彼らの『電源』という言葉で気づきましたが、そういえば、今日は照明が消えていました。元々お化け屋敷なので薄暗いにしても、もう『薄暗い』を通り越して、完全に真っ暗なのです。
彼らは懐中電灯みたいなものを手にしていました。私の知る『懐中電灯』とは違って、ひらべったい長方形です。
そして照明の他にも、違和感がありました。『稼働』と言われて気づいたのですが、唐傘お化けが出てこないのです。作り物だから、怠けるという概念はないはずなのに……。
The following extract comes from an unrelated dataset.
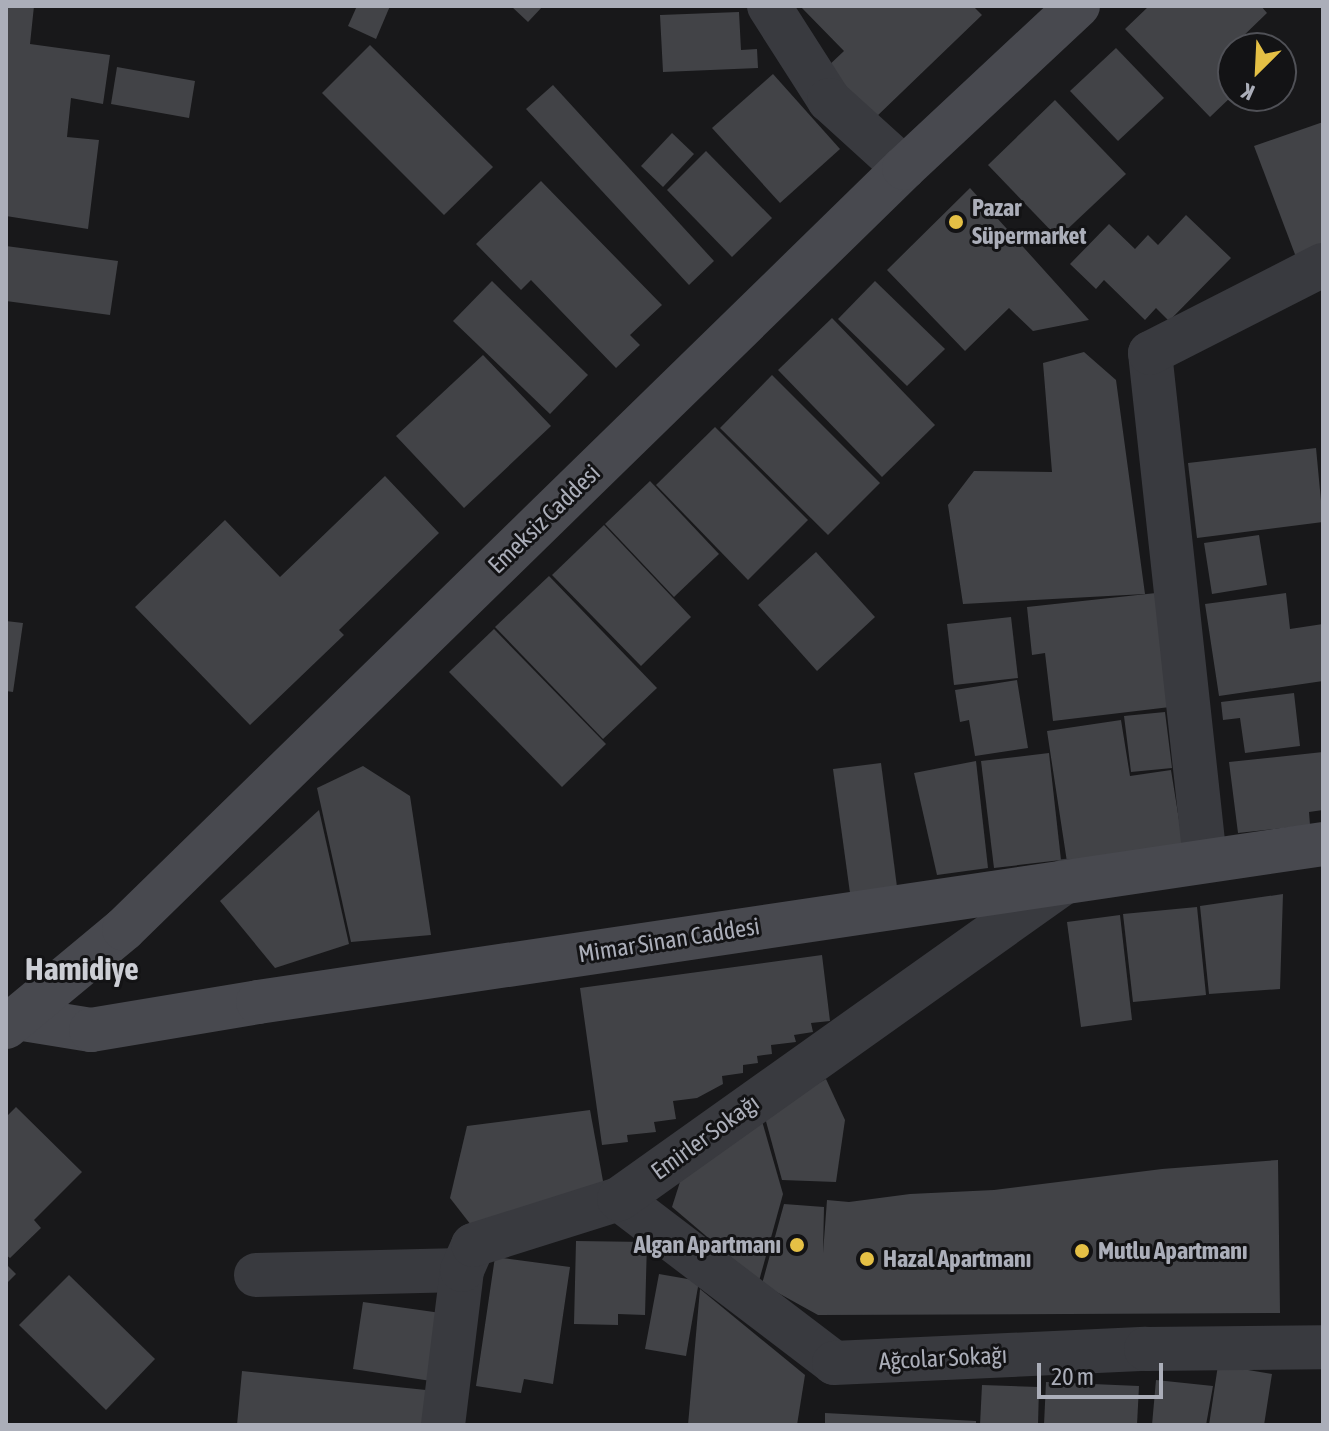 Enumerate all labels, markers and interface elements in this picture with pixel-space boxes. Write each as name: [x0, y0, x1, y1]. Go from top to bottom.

困惑した私は、少しでも事情を理解するために、彼らの話にさらに意識を向けました。
「でも、これで来た甲斐があったね! 何もなかったら、馬鹿みたいだもんね!」
「どうせ暇潰しだから、俺は何も期待してなかったけどな」
「とりあえず、面白いネタにはなるぞ。帰ったら早速、廃墟探索サイトの掲示板に書き込もうぜ!」
「『三年前に閉園した遊園地、打ち捨てられたお化け屋敷に本物の幽霊が!』みたいな感じだね!」
「おいおい、『本物の幽霊』は大袈裟だろう」
「ハハハ……!」
私一人を残して、彼らは笑いながら去っていきました。